#### Task prompt:
Where the string "name" appears in a line of the material below, copy that line.

#### Data:
● ● ● ● ●

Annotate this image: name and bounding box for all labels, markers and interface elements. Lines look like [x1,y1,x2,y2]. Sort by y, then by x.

● ● ● ● ●

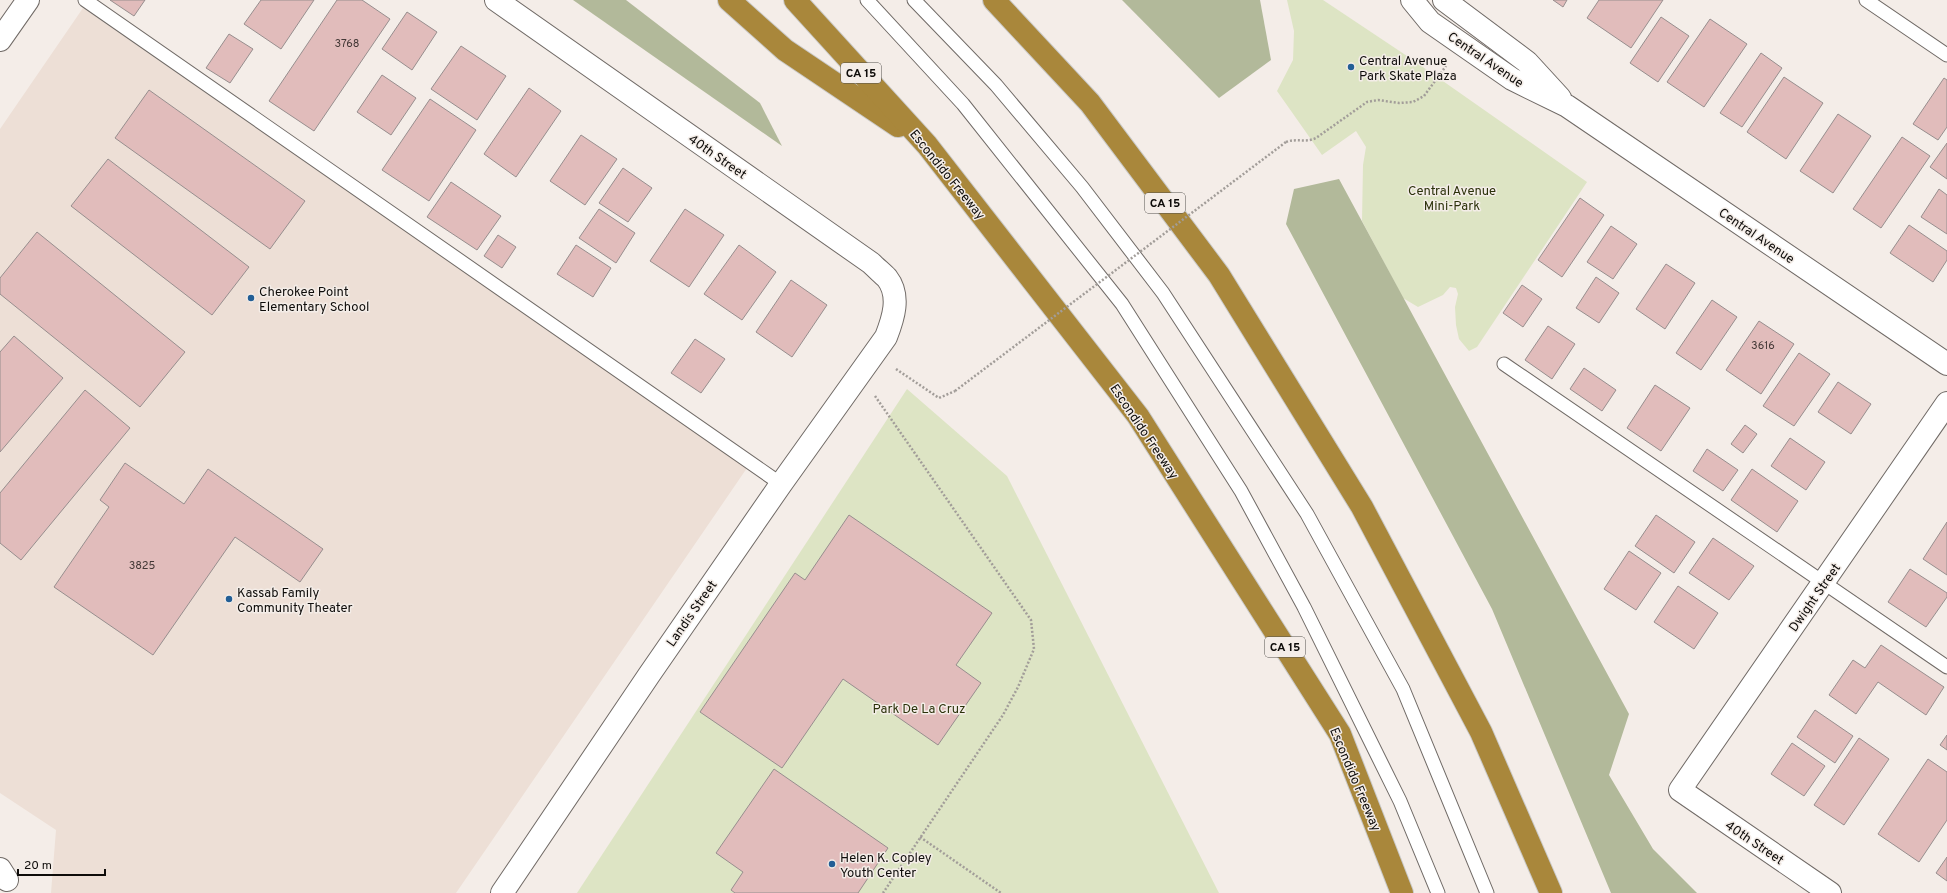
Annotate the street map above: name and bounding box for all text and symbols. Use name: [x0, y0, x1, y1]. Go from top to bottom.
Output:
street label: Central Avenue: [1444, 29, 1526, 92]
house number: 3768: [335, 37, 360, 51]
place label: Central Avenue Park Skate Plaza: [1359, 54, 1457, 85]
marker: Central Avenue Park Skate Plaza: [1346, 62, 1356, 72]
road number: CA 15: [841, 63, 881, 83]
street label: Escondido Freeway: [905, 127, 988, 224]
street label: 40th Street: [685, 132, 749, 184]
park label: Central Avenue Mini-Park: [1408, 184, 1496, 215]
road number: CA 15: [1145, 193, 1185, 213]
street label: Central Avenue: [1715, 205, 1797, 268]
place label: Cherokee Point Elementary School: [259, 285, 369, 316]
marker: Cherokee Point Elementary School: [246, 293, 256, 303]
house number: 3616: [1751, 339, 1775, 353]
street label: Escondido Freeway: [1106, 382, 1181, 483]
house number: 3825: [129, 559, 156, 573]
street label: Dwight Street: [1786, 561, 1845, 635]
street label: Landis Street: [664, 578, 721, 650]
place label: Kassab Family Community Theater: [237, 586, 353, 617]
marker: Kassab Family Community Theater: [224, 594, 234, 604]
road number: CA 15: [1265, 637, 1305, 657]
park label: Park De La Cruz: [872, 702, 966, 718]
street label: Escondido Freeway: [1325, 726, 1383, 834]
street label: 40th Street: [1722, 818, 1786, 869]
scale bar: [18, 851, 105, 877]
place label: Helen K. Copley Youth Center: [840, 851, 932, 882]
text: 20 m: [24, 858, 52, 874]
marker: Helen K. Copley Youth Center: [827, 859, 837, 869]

● ● ● ● ●

#### Final answer:
Annotate this image: name and bounding box for all labels, markers and interface elements. Lines look like [x1,y1,x2,y2]. Sort by y, then by x.
Annotate the street map above: name and bounding box for all text and symbols. Use name: [x0, y0, x1, y1]. Go from top to bottom.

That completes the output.